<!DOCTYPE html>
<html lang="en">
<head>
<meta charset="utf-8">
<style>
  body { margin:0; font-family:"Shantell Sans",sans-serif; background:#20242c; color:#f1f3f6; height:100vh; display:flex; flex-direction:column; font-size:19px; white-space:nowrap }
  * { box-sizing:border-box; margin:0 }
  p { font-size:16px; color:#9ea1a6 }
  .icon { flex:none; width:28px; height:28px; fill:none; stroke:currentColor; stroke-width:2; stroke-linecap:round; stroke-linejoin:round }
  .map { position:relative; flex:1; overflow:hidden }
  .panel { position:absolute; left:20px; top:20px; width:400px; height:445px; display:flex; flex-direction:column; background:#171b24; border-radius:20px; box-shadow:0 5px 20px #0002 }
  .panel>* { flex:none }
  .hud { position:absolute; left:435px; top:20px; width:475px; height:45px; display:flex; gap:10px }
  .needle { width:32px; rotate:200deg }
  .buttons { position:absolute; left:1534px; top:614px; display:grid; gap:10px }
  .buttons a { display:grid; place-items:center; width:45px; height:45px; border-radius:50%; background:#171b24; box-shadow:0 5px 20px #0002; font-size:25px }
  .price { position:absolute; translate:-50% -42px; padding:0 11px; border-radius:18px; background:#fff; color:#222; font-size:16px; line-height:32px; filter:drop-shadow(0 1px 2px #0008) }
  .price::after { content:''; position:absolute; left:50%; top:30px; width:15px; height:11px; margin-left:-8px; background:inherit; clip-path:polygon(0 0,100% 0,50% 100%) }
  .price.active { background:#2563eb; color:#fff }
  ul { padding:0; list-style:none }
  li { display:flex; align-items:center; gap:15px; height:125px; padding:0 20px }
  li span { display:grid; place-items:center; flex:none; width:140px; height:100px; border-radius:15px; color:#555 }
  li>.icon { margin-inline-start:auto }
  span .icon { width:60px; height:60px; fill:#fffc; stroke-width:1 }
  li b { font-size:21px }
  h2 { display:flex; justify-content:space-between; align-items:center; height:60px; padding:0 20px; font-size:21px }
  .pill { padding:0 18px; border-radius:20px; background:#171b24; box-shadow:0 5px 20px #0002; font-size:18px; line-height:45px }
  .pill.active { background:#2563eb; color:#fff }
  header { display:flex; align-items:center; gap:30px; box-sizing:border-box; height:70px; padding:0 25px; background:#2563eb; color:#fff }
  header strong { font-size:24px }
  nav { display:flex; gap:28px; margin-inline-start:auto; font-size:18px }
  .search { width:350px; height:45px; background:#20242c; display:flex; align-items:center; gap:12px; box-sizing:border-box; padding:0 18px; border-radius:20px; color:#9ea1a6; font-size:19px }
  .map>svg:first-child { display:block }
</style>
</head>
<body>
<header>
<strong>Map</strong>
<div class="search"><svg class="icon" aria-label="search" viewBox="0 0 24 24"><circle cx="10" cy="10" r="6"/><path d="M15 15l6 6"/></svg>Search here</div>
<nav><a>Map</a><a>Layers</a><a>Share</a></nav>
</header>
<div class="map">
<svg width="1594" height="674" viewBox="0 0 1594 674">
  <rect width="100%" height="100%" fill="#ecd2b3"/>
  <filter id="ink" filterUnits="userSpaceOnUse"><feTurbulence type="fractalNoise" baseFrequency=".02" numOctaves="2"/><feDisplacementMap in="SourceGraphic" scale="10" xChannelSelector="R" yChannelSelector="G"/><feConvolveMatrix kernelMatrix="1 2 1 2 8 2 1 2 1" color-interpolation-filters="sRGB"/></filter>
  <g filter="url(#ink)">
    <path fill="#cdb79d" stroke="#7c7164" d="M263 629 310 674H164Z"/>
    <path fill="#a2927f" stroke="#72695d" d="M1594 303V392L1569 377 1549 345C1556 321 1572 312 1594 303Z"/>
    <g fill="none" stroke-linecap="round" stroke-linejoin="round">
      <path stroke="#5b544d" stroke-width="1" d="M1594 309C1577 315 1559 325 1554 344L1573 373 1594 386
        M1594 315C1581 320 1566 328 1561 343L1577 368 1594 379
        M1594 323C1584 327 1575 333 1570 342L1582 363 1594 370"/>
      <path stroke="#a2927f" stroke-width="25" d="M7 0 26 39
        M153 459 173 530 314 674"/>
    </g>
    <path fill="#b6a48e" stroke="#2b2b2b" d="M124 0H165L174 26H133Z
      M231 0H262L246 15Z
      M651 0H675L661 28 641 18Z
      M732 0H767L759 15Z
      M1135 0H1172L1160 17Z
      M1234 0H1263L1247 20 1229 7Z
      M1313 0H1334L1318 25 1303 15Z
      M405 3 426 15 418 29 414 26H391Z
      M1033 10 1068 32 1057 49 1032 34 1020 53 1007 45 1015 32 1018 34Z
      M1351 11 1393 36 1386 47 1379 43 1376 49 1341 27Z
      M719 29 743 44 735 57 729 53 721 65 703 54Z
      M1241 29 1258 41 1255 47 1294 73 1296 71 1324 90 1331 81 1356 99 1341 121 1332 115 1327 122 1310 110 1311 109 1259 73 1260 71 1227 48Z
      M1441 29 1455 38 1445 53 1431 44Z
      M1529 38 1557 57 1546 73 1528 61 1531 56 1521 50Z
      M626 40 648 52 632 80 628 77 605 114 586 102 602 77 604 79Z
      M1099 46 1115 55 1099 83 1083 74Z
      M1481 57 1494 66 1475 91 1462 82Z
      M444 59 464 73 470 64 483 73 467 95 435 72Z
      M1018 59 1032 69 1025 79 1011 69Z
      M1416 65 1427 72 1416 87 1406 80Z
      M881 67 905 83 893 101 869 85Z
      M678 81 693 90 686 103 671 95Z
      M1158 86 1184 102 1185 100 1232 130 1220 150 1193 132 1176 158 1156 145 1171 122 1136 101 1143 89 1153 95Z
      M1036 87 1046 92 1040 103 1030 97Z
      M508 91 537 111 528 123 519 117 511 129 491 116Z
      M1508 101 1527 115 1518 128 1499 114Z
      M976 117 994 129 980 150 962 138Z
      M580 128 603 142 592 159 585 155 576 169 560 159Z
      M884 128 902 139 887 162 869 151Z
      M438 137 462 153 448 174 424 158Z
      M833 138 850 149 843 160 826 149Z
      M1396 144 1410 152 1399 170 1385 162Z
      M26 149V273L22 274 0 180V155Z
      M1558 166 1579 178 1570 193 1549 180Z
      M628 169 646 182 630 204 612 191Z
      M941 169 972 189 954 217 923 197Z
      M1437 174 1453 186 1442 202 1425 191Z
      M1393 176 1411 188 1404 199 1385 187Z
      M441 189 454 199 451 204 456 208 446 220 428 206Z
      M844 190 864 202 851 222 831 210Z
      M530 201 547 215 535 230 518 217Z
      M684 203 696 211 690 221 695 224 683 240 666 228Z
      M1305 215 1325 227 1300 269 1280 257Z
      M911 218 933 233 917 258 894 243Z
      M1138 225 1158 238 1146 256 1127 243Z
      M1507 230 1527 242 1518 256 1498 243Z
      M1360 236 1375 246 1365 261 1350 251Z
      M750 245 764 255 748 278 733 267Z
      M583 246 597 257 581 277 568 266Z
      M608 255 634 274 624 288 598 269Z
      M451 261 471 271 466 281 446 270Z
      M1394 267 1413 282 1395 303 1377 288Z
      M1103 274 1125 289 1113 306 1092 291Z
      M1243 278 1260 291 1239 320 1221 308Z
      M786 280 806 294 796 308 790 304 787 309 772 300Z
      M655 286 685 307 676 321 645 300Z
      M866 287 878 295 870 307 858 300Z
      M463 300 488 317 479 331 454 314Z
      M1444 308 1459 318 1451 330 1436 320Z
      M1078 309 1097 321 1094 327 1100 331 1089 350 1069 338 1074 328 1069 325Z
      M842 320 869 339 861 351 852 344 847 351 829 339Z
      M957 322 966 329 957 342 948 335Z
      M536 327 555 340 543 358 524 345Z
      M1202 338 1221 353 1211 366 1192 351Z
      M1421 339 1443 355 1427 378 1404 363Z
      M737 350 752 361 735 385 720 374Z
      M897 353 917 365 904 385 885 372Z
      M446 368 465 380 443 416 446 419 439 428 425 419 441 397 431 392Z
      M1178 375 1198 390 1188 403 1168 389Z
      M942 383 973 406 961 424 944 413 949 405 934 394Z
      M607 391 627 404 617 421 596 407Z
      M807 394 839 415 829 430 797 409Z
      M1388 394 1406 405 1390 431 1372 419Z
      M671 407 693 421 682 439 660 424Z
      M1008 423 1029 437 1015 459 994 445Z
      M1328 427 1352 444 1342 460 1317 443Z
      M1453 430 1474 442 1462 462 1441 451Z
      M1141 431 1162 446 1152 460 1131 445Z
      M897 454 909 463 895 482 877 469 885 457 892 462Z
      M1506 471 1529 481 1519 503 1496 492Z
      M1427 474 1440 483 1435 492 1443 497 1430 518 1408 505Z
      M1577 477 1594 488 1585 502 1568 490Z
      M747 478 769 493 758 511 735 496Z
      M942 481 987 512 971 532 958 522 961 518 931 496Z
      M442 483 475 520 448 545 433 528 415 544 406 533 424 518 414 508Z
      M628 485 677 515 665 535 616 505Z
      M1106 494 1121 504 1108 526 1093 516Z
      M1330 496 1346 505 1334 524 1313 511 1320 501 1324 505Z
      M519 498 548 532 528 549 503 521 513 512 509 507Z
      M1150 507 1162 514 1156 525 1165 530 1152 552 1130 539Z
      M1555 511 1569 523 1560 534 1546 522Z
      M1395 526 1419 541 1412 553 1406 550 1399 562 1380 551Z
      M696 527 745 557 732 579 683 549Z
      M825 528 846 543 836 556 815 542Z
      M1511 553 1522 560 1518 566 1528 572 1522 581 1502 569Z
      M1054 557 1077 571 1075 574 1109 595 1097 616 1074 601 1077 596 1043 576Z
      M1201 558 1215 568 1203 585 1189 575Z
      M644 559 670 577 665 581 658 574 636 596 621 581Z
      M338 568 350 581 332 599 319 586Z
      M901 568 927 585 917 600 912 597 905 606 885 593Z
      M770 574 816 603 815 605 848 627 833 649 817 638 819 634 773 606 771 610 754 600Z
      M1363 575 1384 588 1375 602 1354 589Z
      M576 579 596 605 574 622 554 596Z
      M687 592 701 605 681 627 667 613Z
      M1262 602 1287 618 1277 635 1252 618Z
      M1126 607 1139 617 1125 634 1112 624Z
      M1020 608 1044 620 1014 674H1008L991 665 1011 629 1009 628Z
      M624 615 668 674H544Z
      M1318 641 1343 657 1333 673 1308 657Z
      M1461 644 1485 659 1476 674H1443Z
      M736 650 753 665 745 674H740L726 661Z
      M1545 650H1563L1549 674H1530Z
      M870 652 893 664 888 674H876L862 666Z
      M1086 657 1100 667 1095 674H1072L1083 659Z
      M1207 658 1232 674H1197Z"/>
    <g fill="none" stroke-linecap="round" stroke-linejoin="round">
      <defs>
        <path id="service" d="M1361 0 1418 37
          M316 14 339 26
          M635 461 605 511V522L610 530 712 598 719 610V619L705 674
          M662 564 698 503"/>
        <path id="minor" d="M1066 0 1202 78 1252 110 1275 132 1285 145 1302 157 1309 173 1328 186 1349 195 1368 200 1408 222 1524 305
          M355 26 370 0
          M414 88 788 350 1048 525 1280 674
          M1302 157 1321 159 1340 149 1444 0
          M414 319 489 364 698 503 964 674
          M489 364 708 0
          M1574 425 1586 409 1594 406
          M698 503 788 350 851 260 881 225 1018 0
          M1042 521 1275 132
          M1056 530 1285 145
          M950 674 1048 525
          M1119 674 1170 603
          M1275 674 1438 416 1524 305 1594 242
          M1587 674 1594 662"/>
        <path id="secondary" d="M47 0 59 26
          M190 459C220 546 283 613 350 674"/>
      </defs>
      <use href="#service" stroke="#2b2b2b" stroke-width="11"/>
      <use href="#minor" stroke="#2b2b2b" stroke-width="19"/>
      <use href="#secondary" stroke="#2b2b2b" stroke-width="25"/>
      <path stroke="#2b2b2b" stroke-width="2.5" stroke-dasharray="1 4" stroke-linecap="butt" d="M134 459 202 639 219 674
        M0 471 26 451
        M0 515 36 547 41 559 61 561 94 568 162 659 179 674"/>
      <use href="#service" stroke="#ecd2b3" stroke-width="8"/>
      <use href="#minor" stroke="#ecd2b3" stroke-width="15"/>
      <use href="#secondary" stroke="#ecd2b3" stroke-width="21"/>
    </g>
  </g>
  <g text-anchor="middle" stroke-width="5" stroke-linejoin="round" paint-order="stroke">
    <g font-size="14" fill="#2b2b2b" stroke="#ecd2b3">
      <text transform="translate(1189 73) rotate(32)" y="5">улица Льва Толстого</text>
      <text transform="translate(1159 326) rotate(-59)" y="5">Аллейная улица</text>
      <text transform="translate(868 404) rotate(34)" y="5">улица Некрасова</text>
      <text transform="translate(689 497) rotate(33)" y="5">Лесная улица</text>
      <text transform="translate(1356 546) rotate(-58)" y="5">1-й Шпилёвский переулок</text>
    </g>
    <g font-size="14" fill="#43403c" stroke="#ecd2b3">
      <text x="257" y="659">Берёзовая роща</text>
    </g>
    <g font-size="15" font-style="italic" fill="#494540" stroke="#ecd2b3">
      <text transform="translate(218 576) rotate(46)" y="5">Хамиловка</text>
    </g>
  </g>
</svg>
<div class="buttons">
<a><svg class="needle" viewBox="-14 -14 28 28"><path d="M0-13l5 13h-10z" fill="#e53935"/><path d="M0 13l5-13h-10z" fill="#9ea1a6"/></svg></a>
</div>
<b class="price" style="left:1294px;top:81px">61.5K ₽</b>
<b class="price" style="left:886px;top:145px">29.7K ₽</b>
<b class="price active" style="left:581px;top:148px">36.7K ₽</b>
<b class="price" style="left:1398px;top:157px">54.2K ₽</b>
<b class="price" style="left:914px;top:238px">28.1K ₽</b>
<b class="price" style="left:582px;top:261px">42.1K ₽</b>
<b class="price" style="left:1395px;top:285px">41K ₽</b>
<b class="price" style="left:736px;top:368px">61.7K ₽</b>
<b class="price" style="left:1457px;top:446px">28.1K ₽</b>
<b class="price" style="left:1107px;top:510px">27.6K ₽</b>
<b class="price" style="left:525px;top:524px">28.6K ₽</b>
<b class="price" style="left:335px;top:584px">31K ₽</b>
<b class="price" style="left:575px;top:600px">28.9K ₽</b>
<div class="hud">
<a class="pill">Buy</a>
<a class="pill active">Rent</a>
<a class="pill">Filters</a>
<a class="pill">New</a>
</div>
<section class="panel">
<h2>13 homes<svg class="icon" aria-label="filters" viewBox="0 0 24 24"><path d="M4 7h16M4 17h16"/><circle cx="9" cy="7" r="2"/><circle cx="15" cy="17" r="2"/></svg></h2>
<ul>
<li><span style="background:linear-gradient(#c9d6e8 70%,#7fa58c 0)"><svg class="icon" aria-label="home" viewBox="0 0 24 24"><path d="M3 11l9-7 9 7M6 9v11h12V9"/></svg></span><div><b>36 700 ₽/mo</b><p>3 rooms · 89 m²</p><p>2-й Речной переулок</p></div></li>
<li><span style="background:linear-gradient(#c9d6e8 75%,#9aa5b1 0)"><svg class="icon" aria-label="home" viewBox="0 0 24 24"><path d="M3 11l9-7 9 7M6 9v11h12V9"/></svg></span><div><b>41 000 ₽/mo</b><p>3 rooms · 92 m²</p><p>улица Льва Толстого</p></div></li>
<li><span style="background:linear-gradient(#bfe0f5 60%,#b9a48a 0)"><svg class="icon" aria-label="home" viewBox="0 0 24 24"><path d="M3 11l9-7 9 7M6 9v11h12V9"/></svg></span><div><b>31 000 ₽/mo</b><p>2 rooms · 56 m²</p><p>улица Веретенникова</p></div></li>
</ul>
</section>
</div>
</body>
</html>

******************************

**YOUR OBJECTIVE**:
Your task is to count the lines of the records that contain "buttons". Answer with only that number.

**PROBLEM SOLUTION**:
3